Farmer lectures on health care
By MIKE REED, News Editor
In what was billed as "a lecture so unusual it only happens on Saturday," Harvard Medical School Professor and Director of Haiti's Clinique Bon Saveur Paul Farmer spoke in the Cole Assembly Room on Saturday on "Pathologies of Power: Rethinking Health and Human Rights in the Global Era."

Farmer, who holds a doctorate in medical anthropology, focused his remarks on globalization and its consequences on health care in poor countries.

"I want to argue with some examples that the primary human rights problem for you and your generation is social and economic rights," he said.

Farmer presented slides that showed a growing gap between the world's haves and have-nots and a similar disparity between how many patients survive curable diseases in rich and poor countries.

"To use sociological terms, the shafted have always done worse," he said. "The trend is that things are getting worse in terms of equity."

But Farmer added, "People are ready and willing to fight back."

Farmer, a founder of the Boston-based non-governmental organization Partners in Health, criticized many of the world's global health care initiatives for implementing policies that do not work.

"There's an old joke: the operation was a success, but the patient died," he said. Farmer said that today's analogue for health care in poor countries is, "It was managerial success but a clinical failure."

One of the most telling instances of a large-scale clinical failure, according to Farmer, is the World Health Organization's DOTS strategy.

DOTS, which stands for "Directly Observed Treatment, Short-course strategy," has been used in Russian prisons to treat people with MDR-TB, a curable strain of tuberculosis resistant to "first line drugs," the medicines most commonly used to treat tuberculosis.

Because prisoners were given the short-course strategy, there was only a five percent success rate, Farmer said.

Farmer added that when he began to criticize DOTS, he originally met with resistance.

Eventually, Farmer said that he was told that financial limitations were the real reason MDR-TB was not being treated properly in poor countries. But Farmer discovered that many of the necessary drugs were off-patent, which should have made them cheaper than usual.

Farmer began to implement a strategy called DOTS Plus (the same treatment with a new name) in his clinics in Haiti and Peru using the cheap, off-patent drugs. He said that this program resulted in a cure rate of 85 percent.

Providing similar, high-quality health care for the world's poor, including those suffering from the AIDS pandemic, will be one of the greatest human rights challenges of the 21st century, Farmer said. Farmer's health care-centered human rights agenda calls for "new research agencies, a focus on health and healing, a broader educational mandate and more resources."
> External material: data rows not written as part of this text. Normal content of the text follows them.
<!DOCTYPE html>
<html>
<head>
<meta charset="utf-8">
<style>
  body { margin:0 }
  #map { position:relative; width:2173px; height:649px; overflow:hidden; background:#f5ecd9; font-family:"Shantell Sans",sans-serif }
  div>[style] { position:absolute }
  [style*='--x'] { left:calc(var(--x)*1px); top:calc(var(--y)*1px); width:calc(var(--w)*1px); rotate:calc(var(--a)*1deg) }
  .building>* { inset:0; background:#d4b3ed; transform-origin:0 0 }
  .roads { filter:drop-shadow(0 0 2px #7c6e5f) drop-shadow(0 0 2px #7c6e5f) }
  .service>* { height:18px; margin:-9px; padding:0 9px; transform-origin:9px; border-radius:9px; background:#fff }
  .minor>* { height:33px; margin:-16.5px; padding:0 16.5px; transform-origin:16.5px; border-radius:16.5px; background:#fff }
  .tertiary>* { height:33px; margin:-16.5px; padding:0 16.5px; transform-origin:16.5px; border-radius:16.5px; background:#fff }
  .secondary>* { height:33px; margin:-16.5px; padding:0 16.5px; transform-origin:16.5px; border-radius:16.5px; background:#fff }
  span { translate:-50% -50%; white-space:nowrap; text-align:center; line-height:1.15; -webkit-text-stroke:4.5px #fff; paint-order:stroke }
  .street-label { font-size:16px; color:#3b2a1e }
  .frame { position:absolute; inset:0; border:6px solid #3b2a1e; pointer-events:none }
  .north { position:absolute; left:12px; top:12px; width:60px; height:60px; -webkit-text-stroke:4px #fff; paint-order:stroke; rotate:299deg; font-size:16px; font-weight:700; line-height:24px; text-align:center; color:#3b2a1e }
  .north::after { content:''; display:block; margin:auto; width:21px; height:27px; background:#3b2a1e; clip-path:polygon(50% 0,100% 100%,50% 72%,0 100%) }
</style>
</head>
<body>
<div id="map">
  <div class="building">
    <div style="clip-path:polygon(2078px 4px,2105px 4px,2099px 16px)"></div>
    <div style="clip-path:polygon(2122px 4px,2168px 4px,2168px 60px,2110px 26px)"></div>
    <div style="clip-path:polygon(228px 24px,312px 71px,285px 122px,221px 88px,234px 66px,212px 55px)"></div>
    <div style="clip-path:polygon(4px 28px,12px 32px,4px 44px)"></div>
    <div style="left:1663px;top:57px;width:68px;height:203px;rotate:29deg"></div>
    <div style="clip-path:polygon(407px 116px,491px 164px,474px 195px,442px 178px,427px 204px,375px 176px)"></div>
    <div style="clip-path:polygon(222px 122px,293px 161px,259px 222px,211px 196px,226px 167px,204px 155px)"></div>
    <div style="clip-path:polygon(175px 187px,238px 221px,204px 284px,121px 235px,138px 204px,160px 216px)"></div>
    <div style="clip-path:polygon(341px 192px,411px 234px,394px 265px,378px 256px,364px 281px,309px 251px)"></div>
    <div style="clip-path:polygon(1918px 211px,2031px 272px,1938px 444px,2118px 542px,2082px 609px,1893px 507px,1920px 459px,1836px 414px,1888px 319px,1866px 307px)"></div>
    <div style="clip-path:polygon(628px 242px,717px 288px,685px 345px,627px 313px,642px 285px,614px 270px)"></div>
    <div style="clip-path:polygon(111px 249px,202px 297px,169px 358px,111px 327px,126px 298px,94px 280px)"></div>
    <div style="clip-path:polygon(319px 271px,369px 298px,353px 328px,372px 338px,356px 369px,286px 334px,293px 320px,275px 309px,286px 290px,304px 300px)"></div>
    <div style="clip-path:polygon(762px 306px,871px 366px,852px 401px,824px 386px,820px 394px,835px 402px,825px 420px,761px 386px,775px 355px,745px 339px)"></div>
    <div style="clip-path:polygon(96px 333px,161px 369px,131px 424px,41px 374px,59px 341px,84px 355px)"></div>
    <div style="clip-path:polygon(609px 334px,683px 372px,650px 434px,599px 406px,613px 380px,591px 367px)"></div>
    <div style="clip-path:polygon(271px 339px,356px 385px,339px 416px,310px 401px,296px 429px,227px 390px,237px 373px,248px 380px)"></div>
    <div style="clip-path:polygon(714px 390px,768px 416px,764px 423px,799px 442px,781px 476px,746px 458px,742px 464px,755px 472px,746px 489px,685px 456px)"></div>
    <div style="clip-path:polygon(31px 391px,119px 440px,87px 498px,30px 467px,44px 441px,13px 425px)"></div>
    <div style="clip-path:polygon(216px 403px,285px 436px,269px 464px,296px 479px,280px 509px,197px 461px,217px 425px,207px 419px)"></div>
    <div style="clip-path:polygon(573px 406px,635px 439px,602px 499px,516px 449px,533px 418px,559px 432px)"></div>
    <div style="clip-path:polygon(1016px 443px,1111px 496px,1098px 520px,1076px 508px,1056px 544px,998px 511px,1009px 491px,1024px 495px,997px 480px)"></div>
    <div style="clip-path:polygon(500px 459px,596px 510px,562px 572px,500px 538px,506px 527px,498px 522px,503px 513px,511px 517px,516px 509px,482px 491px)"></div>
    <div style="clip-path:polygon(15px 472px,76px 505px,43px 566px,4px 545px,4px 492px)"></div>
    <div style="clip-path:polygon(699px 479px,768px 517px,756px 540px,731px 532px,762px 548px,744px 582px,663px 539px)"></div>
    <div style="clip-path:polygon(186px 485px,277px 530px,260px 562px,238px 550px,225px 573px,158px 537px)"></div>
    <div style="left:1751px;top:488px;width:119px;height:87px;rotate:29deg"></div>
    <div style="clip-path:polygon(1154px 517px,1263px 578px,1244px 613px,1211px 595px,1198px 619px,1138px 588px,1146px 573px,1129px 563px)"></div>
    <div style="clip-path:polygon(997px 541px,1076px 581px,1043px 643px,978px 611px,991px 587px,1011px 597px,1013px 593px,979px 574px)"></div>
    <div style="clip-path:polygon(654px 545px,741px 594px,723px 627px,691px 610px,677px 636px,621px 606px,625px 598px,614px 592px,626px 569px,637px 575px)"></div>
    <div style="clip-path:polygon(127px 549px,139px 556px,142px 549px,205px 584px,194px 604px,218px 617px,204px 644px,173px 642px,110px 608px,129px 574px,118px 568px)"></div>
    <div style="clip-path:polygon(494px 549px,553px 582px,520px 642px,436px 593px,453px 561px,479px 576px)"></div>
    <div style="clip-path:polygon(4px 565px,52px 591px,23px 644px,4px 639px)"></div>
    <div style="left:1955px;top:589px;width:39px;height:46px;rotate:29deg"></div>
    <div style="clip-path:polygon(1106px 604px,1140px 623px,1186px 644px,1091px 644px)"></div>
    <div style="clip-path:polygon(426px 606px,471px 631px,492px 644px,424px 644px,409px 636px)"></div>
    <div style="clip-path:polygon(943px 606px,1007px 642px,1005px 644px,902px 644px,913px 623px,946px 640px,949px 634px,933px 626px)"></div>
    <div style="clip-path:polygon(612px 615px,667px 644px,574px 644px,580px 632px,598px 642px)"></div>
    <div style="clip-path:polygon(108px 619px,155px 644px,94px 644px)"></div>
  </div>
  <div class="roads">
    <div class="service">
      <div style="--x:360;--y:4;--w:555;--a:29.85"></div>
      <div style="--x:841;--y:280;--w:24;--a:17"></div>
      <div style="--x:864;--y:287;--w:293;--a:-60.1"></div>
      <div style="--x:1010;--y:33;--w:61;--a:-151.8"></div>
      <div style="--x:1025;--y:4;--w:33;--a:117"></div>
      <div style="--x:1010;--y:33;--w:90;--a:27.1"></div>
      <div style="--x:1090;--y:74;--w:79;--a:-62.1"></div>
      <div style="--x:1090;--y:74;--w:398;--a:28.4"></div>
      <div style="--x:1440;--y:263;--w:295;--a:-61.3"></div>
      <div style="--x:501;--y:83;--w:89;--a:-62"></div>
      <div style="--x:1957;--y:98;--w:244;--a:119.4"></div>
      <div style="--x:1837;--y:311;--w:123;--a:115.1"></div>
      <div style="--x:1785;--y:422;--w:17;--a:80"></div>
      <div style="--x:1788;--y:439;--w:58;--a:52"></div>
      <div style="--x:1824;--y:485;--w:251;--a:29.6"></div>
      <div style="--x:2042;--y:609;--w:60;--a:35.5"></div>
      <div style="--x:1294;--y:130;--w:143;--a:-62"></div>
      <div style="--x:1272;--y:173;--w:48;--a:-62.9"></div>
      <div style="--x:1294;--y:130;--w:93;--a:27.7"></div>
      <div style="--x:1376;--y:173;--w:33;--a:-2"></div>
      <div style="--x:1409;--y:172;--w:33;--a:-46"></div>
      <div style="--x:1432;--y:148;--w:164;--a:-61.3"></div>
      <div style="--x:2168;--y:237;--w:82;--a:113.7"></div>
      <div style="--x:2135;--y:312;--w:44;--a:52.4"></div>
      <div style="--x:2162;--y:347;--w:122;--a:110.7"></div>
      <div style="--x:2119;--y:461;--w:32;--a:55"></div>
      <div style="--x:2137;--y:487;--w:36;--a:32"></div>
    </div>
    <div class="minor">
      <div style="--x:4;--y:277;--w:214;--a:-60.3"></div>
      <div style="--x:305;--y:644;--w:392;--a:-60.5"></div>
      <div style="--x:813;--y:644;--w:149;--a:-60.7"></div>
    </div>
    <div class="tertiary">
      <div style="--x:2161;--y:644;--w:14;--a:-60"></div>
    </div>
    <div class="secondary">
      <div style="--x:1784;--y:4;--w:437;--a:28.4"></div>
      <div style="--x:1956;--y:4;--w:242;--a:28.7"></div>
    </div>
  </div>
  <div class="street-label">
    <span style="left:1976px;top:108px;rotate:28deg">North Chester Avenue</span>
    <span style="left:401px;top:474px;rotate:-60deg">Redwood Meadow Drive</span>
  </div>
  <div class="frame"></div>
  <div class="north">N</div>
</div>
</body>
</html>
Farmer's speech was met with enthusiasm by students. "It was certainly refreshing to hear academics involved in social justice ... He was very honest and blunt about what was going on," said Maadi Fuller '01.

During the question and answer part of his talk, Farmer told students that they could get involved in the global health care movement. "You have access to all these tools. So lay out the mechanism. Ask in each of these settings where there is something of value that can either be supported or protected," he said.

Farmer's talk was the inaugural Schwemm Fund lecture, supported by Jack Schwemm '56 and his wife Nancy. The fund's purpose is to bring to campus "articulate scholars, intellectuals, and public figures who reason and act with moral purpose and whose actions are rooted in responsibility and love," according to Coordinator for Religious Life Reverend Paul Sorrentino, who oversees the Schwemm Fund.

"Clearly, Dr. Farmer is an excellent example of Jack Schwemm's 'twin virtues' of compassion and responsibility with regard to society. He has made the difficult sort of life decisions that have placed the needs of others ahead of his own comfort and success," said Sorrentino.

The next Schwemm Fund lecture will be given in the fall by Harvard psychologist Robert Coles.